Data extracts =>

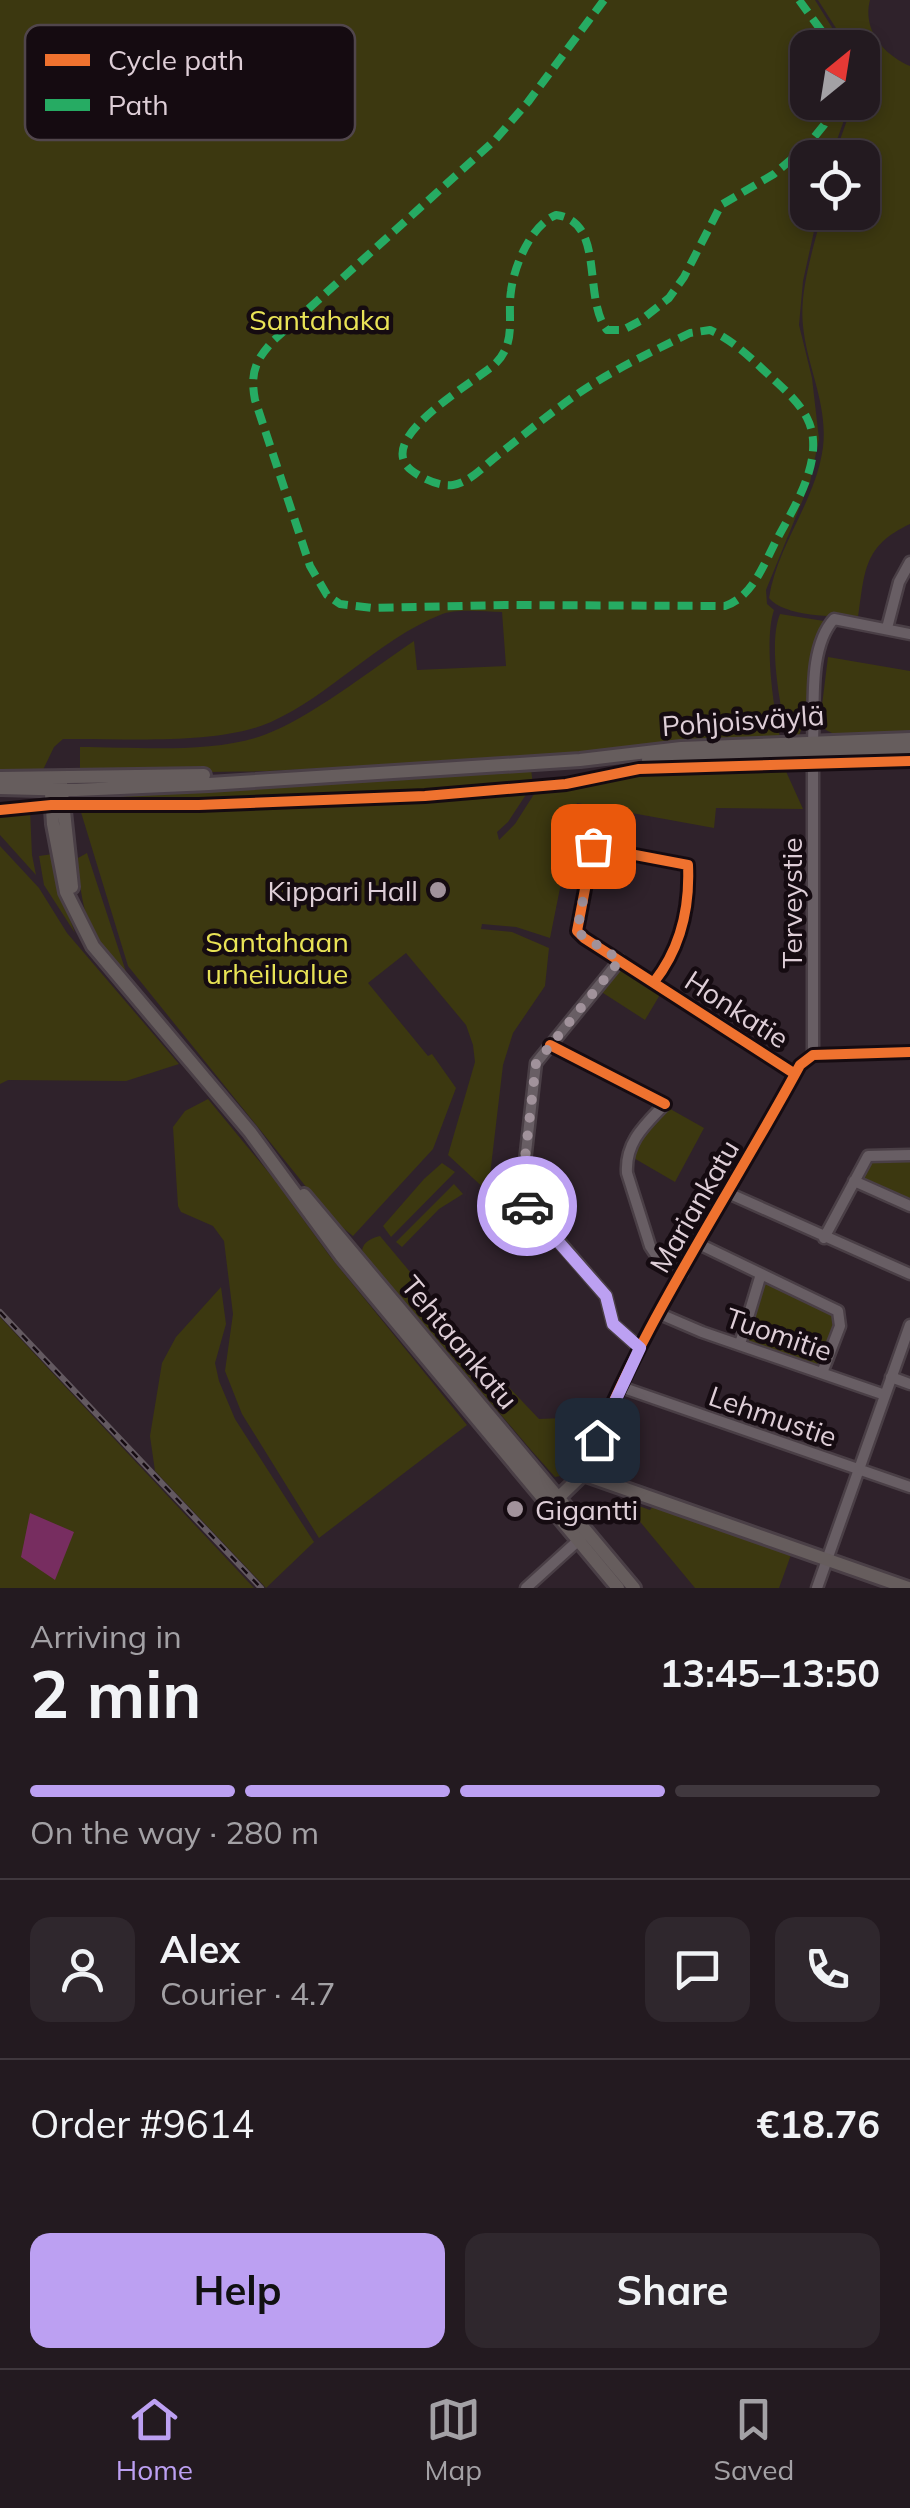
<!DOCTYPE html>
<html lang="en">
<head>
<meta charset="utf-8">
<style>
  :root { --surface:#231a20; --page:#2f272d; --text:#f1f3f6; --muted:#a3a1a5; --line:#40383e; --accent:#bca0f2 }
  body { margin:0; font-family:Mulish,sans-serif; background:var(--page); color:var(--text); height:100vh; display:flex; flex-direction:column; font-size:38px; white-space:nowrap }
  * { box-sizing:border-box; margin:0 }
  p { font-size:32px; color:var(--muted) }
  .icon { flex:none; width:55px; height:55px; fill:none; stroke:currentColor; stroke-width:2; stroke-linecap:round; stroke-linejoin:round }
  .map { position:relative; height:1588px; overflow:hidden }
  .panel { display:flex; flex-direction:column; background:var(--surface); flex:1 }
  .panel>* { flex:none }
  .needle { width:65px; rotate:30deg }
  .controls { position:absolute; left:790px; top:30px; display:grid; gap:20px }
  .controls a { display:grid; place-items:center; width:90px; height:90px; border-radius:20px; background:var(--surface); box-shadow:0 5px 15px #0003,0 0 0 2px var(--line); font-size:50px }
  .pin { position:absolute; display:grid; place-items:center; width:85px; height:85px; color:#fff; margin:-42px; border-radius:20px; box-shadow:0 5px 15px #0006 }
  .courier { position:absolute; display:grid; place-items:center; width:100px; height:100px; margin:-50px; border:8px solid #bca0f2; border-radius:50%; background:#fff; color:#222; box-shadow:0 2px 12px #0007 }
  .headline em { font-style:normal; font-weight:700 }
  .headline div { display:flex; flex-direction:column-reverse }
  .headline { display:flex; align-items:center; justify-content:space-between; height:170px; padding:0 30px }
  h1 { font-size:65px; font-weight:700; line-height:75px }
  .bar { display:grid; grid-template-columns:repeat(4,1fr); gap:15px 10px; align-content:center; height:120px; padding:0 30px }
  .bar i { height:12px; border-radius:8px; background:var(--line) }
  .bar .selected { background:var(--accent) }
  .bar p { grid-column:span 4 }
  .line { display:flex; align-items:center; gap:25px; padding:0 30px; border-top:2px solid var(--line) }
  .line div { flex:1 }
  .round { display:grid; place-items:center; flex:none; width:105px; height:105px; border-radius:20px; background:var(--page) }
  .primary-button { display:flex; gap:20px; margin-top:auto; padding:20px 30px }
  .primary-button a { flex:1; height:115px; border-radius:20px; background:var(--accent); color:#111; font-size:40px; font-weight:700; line-height:115px; text-align:center }
  .primary-button a+a { background:var(--page); color:var(--text) }
  .dock { display:flex; justify-content:space-around; align-items:center; height:140px; border-top:2px solid var(--line); background:var(--surface); font-size:28px; color:var(--muted) }
  .dock a { display:grid; justify-items:center; gap:5px }
  .dock .selected { color:var(--accent) }
  .map>svg:first-child { display:block }
  .green { fill:#3c3810 }
  .water { fill:#772d60 }
  .lines { fill:none; stroke-linecap:round; stroke-linejoin:round }
  .minor-casing { stroke:#4a3f46; stroke-width:15 }
  .major-casing { stroke:#4a3f46; stroke-width:18 }
  .minor { stroke:#685e64; stroke-width:10 }
  .major { stroke:#665d5d; stroke-width:12 }
  .rail-casing { stroke:#635960; stroke-width:6 }
  .rail { stroke:#150b11; stroke-width:2.5; stroke-dasharray:8; stroke-linecap:butt }
  .quiet { stroke:#26ab63; stroke-width:8; stroke-dasharray:15 8; stroke-linecap:butt }
  .cycleway-casing { stroke:#150b11; stroke-width:16 }
  .cycleway { stroke:#ef722f; stroke-width:10 }
  .done { stroke:#a1929b; stroke-width:10; stroke-dasharray:0 18 }
  .route { stroke:#bca0f2; stroke-width:12 }
  .poi-dot { fill:#a1929b; stroke:#150b11; stroke-width:4 }
  .labels { text-anchor:middle; dominant-baseline:central; stroke-width:9; stroke-linejoin:round; paint-order:stroke }
  .park-label { font-size:28px; fill:#e9e356; stroke:#150b11 }
  .street-label { font-size:28px; fill:#deced7; stroke:#150b11 }
  .poi-label { font-size:28px; fill:#deced7; stroke:#150b11; text-anchor:end }
  .key { fill:#150b11; stroke:#51464c; stroke-width:2.5 }
  .key-label { font-size:28px; fill:#deced7 }
</style>
</head>
<body>
<div class="map">
<svg width="910" height="1588" viewBox="0 0 910 1588">
  <rect width="100%" height="100%" fill="#2f222b"/>
  <path class="green" d="M0,0h815l29,47 -36,1v54l42,1 -19,54 -23,1v54l10,1 -15,68 -4,44 13,53 7,61 -9,43 -44,108 1,14 7,6c-10,29 -1,97 6,127l-92,5 -159,17 -263,12 -186,3v-27c56,0 131,7 184,-12 45,-16 108,-66 150,-94l3,29 89,-4 -4,-54c-18,0 -45,-4 -62,3 -62,25 -109,80 -169,107 -54,24 -148,16 -208,17l-9,8 -13,27h-41z
    M818,0h52c-8,30 14,55 40,66v458c-47,22 -45,47 -52,94 -23,-2 -74,-1 -89,-20 8,-53 47,-97 54,-151 5,-43 -16,-80 -20,-121 -4,-36 11,-79 19,-113l40,-1v-54l-28,-1 19,-54 9,-1v-54l-14,-1z
    M780,614l44,7c-15,37 -10,78 -25,115h-12c-7,-31 -19,-93 -7,-122z
    M828,657l82,14v63l-74,1 -10,-5 -6,-9z
    M766,767h18l19,42 -87,-1 -2,20 -137,-25 -27,135 -34,-11 -34,-3 -1,5 31,3 37,16 -4,38 -32,47 -10,32 -15,127 -40,-37 27,-93 -2,-17 -7,-20 -60,-72 -38,30 60,73 4,-2 24,34 -23,61 -80,87 -21,-17 -204,-253 -48,-157 119,1 226,-10 102,-7 -19,29 -11,10 2,8 16,-16 21,-33 103,-19z
    M531,769l2,16 -26,2 -310,17 -118,-2v-8z
    M30,810l2,45 4,20 -36,-40v-21z
    M0,846l39,42 28,45 112,131 -53,17 -118,-1 -8,4z
    M87,853l41,125c-38,-23 -49,-80 -50,-120z
    M53,854l11,49 11,30 -31,-48 -5,-29z
    M619,966l42,27 -16,27 -45,-29z
    M208,1099l66,80 55,76 138,170 -148,113 -77,-124 -17,-43 8,-57 -9,-73 -11,-15 -32,-14 -3,-6 -5,-79 12,-16z
    M665,1106l39,22 -29,54 -43,-25 6,-19z
    M910,1158v45l-50,-23 11,-21z
    M442,1163l13,9 -64,65 -8,-11 41,-47z
    M454,1184l9,10 -24,15 -37,38 -6,-5z
    M380,1236l107,128 52,55 49,-2c3,23 -6,57 -33,60l-24,-27 -163,-191 -6,-9c2,-9 10,-12 18,-14z
    M764,1279l71,34 2,8 -16,46 -78,-26z
    M221,1287l5,37 -11,39 4,18 16,38 79,123 -48,46 -111,-117 -5,-35 12,-73 14,-26z
    M0,1317l254,271h-254z
    M622,1500l28,10 4,-5 138,47 -13,36h-84z"/>
  <path class="water" d="M30,1513l44,19 -19,48 -34,-23z"/>
  <g class="lines">
    <g class="minor-casing">
      <path id="minor" d="M887,628l12,-46 11,-20
        M813,741c2,-37 -5,-93 21,-122l76,15
        M620,960l-84,103 -15,134 85,99 7,28 27,24
        M654,982c26,-33 36,-74 34,-117l-95,-18 -16,84 7,7 211,136
        M813,1055v-304
        M665,1104c-20,21 -40,38 -38,69l23,73 6,9 26,18
        M854,1181l56,25
        M728,1193l182,81
        M824,1238l44,-82 42,-1
        M699,1244l139,67 2,15 -18,47
        M660,1314l42,18 183,63
        M740,1344l21,-70
        M891,1377l19,7
        M621,1387l289,100
        M583,1474c54,-144 144,-274 217,-409l13,-10 97,-3
        M526,1588l55,-50
        M817,1588l93,-263"/>
    </g>
    <g class="major-casing">
      <path id="major" d="M648,760l165,-9 97,-1
        M0,778l204,-3
        M50,779l3,45 13,68 27,54 157,186 92,125 276,331
        M61,783l11,104
        M0,788l76,2 133,-6 371,-24 101,-12 229,-9
        M304,1195l330,393
        M555,1501l28,-27 325,114"/>
    </g>
    <use href="#minor" class="minor"/>
    <use href="#major" class="major"/>
    <g class="rail-casing">
      <path id="rail" d="M0,1312l261,276"/>
    </g>
    <use href="#rail" class="rail"/>
    <path class="quiet" d="M604,0l-76,102 -33,38 -221,200c-19,20 -24,33 -19,60l55,166 17,29 13,9 32,4 133,-3 220,1c27,-9 38,-40 51,-65 18,-34 51,-84 31,-123 -8,-16 -23,-29 -36,-41 -18,-17 -38,-37 -61,-47l-20,3c-39,19 -79,38 -114,62 -27,19 -53,40 -79,61 -12,9 -28,27 -44,29 -13,2 -32,-7 -42,-15 -39,-32 68,-90 85,-107 21,-22 11,-45 15,-72 3,-25 20,-66 45,-76 50,6 26,83 51,115h16l17,-9 29,-23 15,-21 37,-72 53,-31 32,-27 18,-22 9,-23
      M799,0l35,48"/>
    <g class="cycleway-casing">
      <path id="cycleway" d="M0,810l51,-5h148l226,-9 141,-12 73,-15 271,-8
        M654,982c26,-33 36,-74 34,-117l-95,-18 -16,84 7,7 211,136
        M550,1045l115,59
        M583,1474c54,-144 144,-274 217,-409l13,-10 97,-3"/>
    </g>
    <use href="#cycleway" class="cycleway"/>
  </g>
  <g class="lines">
    <path class="done" d="M527,1206l-6,-14 15,-129 84,-103 -43,-28 16,-86"/>
    <path class="route" d="M527,1206l79,90 7,28 27,24 -43,92"/>
  </g>
  <g class="poi-dot">
    <circle cx="438" cy="890" r="10"/>
    <circle cx="515" cy="1509" r="10"/>
  </g>
  <g class="labels">
    <g class="park-label">
      <text x="320" y="319">Santahaka</text>
      <text x="277" y="941">Santahaan<tspan x="277" dy="32">urheilualue</tspan></text>
    </g>
    <g class="street-label">
      <text transform="translate(743 720) rotate(-4)">Pohjoisväylä</text>
      <text transform="translate(791 903) rotate(-90)">Terveystie</text>
      <text transform="translate(737 1009) rotate(33)">Honkatie</text>
      <text transform="translate(694 1206) rotate(-60)">Mariankatu</text>
      <text transform="translate(779 1334) rotate(19)">Tuomitie</text>
      <text transform="translate(460 1342) rotate(50)">Tehtaankatu</text>
      <text transform="translate(773 1416) rotate(19)">Lehmustie</text>
    </g>
    <g class="poi-label">
      <text x="418" y="890">Kippari Hall</text>
      <text x="535" y="1509" text-anchor="start">Gigantti</text>
    </g>
  </g>
  <rect x="25" y="25" width="330" height="115" rx="15" class="key"/>
  <rect x="45" y="54" width="45" height="12" fill="#ef722f"/>
  <rect x="45" y="99" width="45" height="12" fill="#26ab63"/>
  <g class="key-label">
    <text x="108" y="70">Cycle path</text>
    <text x="108" y="115">Path</text>
  </g>
</svg>
<div class="controls">
<a><svg class="needle" viewBox="-14 -14 28 28"><path d="M0-13l5 13h-10z" fill="#e53935"/><path d="M0 13l5-13h-10z" fill="#a3a1a5"/></svg></a>
<a><svg class="icon" aria-label="locate" viewBox="0 0 24 24"><circle cx="12" cy="12" r="6"/><path d="M12 2v4M12 18v4M2 12h4M18 12h4"/></svg></a>
</div>
<div class="pin" style="left:593px;top:846px;background:#ea580c"><svg class="icon" aria-label="bag" viewBox="0 0 24 24"><path d="M5 8h14l-1 12H6zM9 8a3 3 0 0 1 6 0"/></svg></div>
<div class="pin" style="left:597px;top:1440px;background:#1f2937"><svg class="icon" aria-label="home" viewBox="0 0 24 24"><path d="M3 11l9-7 9 7M6 9v11h12V9"/></svg></div>
<div class="courier" style="left:527px;top:1206px"><svg class="icon" aria-label="car" viewBox="0 0 24 24"><path d="M5 17H2v-5l4-1 3-4h7l3 4 3 1v5h-3M9 17h6M6 11h13"/><circle cx="7" cy="17" r="2"/><circle cx="17" cy="17" r="2"/></svg></div>
</div>
<section class="panel">
<div class="headline"><div><h1>2 min</h1><p>Arriving in</p></div><em>13:45–13:50</em></div>
<div class="bar"><i class="selected"></i><i class="selected"></i><i class="selected"></i><i></i><p>On the way · 280 m</p></div>
<div class="line" style="height:180px"><a class="round"><svg class="icon" aria-label="person" viewBox="0 0 24 24"><circle cx="12" cy="8" r="4"/><path d="M4 21q1-7 8-7t8 7"/></svg></a><div><b>Alex</b><p>Courier · 4.7</p></div><a class="round"><svg class="icon" aria-label="chat" viewBox="0 0 24 24"><path d="M4 5h16v11H9l-5 4z"/></svg></a><a class="round"><svg class="icon" aria-label="phone" viewBox="0 0 24 24"><path d="M5 4h4l2 5-3 2q2 4 5 5l2-3 5 2v4C11 20 4 13 5 4z"/></svg></a></div>
<div class="line" style="height:130px"><div>Order #9614</div><b>€18.76</b></div>
<div class="primary-button"><a>Help</a><a>Share</a></div>
</section>
<nav class="dock">
<a class="selected"><svg class="icon" aria-label="home" viewBox="0 0 24 24"><path d="M3 11l9-7 9 7M6 9v11h12V9"/></svg>Home</a>
<a><svg class="icon" aria-label="map" viewBox="0 0 24 24"><path d="M3 6l6-2 6 2 6-2v14l-6 2-6-2-6 2zM9 4v14M15 6v14"/></svg>Map</a>
<a><svg class="icon" aria-label="saved" viewBox="0 0 24 24"><path d="M7 4h10v16l-5-4-5 4z"/></svg>Saved</a>
</nav>
</body>
</html>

What is required => Filter the material above down to the lines that hold the word "park".

Exercise output =>
  .park-label { font-size:28px; fill:#e9e356; stroke:#150b11 }
    <g class="park-label">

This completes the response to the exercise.